0

I have a data frame with 159 obs and 27 variables, and I want to correlate all 159 obs from column 4 (variable 4) with each one of the following columns (variables), this is, correlate column 4 with 5, then column 4 with 6 and so on... I've been unsuccessfully trying to create a loop, and since I'm a beginner in R, it turned out harder than I thought. The reason why I want to turn it more simple is that I would need to do the same thing for a couple more data frames and if I had a function that could do that, it would be so much easier and less time-consuming. Thus, it would be wonderful if anyone could help me.

 df <- ZEB1_23genes # CHANGE ZEB1_23genes for df (dataframe)

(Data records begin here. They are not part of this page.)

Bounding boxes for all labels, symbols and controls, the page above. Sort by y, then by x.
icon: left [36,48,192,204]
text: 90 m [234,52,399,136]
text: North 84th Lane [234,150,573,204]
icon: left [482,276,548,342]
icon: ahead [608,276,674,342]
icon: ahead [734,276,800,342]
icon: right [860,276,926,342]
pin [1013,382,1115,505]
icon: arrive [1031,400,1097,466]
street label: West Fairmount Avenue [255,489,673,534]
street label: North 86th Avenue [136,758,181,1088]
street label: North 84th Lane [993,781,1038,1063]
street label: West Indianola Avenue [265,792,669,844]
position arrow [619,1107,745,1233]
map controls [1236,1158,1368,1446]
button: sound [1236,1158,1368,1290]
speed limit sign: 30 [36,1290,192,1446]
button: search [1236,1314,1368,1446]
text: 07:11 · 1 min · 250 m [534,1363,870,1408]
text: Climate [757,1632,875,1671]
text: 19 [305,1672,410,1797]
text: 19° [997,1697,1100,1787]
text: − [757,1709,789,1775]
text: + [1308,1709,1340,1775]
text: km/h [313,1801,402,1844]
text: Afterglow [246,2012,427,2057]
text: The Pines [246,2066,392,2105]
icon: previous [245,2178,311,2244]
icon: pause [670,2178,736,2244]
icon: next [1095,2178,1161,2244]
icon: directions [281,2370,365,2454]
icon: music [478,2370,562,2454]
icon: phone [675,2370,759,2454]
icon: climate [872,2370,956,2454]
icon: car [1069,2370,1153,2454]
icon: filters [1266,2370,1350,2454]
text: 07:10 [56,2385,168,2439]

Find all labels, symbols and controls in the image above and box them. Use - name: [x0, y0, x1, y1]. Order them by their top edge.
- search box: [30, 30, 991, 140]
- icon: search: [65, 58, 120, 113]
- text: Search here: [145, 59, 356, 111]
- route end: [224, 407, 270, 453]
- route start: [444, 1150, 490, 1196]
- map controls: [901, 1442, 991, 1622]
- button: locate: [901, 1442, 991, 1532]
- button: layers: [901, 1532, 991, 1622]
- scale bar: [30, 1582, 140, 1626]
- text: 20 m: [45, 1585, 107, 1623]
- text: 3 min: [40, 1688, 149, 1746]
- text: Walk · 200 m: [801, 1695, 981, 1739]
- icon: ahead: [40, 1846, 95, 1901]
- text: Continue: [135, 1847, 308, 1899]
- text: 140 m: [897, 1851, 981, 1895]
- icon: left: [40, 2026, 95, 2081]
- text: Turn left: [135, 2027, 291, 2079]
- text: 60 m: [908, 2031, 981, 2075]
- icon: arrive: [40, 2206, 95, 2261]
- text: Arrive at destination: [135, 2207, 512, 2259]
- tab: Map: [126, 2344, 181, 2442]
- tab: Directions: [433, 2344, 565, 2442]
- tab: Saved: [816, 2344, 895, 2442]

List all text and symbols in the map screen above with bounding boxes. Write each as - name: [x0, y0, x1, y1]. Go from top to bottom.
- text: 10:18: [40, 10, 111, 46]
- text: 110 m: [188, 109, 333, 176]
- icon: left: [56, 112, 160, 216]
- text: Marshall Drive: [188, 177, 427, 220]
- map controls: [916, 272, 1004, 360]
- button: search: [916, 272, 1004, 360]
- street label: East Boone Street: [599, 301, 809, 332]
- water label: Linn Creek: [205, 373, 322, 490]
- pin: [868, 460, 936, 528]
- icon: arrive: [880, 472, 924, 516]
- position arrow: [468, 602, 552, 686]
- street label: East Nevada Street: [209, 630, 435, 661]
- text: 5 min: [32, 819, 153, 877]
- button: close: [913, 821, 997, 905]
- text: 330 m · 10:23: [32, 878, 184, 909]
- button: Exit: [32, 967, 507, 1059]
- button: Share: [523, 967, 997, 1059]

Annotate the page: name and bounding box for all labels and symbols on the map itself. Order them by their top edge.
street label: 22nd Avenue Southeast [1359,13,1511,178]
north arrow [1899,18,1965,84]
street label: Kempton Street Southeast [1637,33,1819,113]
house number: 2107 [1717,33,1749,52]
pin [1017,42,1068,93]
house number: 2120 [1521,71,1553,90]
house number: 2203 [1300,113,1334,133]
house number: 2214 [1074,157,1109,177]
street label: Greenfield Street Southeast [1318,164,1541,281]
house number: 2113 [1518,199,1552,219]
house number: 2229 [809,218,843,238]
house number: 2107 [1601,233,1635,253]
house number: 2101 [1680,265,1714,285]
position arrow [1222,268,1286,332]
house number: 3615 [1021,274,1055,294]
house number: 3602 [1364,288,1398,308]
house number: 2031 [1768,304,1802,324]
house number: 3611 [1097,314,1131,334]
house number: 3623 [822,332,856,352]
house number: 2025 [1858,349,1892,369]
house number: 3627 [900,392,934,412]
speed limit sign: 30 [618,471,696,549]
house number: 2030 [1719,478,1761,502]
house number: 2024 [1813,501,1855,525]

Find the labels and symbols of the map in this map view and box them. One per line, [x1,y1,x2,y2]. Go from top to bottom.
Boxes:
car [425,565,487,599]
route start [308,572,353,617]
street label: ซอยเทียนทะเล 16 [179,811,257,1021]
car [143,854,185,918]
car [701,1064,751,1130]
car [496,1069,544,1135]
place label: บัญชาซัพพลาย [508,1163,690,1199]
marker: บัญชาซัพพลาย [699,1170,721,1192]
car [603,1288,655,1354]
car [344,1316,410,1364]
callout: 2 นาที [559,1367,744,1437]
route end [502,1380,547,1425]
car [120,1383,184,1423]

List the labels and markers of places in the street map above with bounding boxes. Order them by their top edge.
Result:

  for (i in colnames(df)){      # Check the class of the variables
         print(class(df[[i]]))
  }

print(df)

# Correlate ZEB1 with each of the 23 genes accordingly to Pearson's method


cor.test(df$ZEB1, df$PITPNC1, method = "pearson")
### OR ###
cor.test(df[,4], df[,5])

So I can correlate individually but I cannot create a loop to go back to column 4 and correlate it to the next column (5, 6, ..., 27).

Thank you!

  • Please take a look at [How to make a great R reproducible example](https://stackoverflow.com/questions/5963269/how-to-make-a-great-r-reproducible-example), to modify your question, with a smaller sample taken from your data (check `?dput()`). Posting images of your data or no data makes it difficult to impossible for us to help you! – massisenergy Mar 21 '20 at 16:58
  • Done (I think). Thanks! – Nuno Ramalho Mar 21 '20 at 17:28
  • What you've provided still isn't reproducible: you don't provide a copy of the data. The preceding comment points you to the relevant information for how to do this. – inhuretnakht Mar 21 '20 at 18:25

1 Answers1

1

If I've understood your question correctly, the solution below should work well.

#Sample data
df <- data.frame(matrix(data = sample(runif(100000), 4293), nrow = 159, ncol = 27))

#Correlation function
#Takes data.frame contains columns with values to be correlated as input
#The column against which other columns must be correlated cab be specified (start_col; default is 4)
#The number of columns to be correlated against start_col can also be specified (end_col; default is all columns after start_col)
#Function returns a data.frame containing start_col, end_col, and correlation value as rows.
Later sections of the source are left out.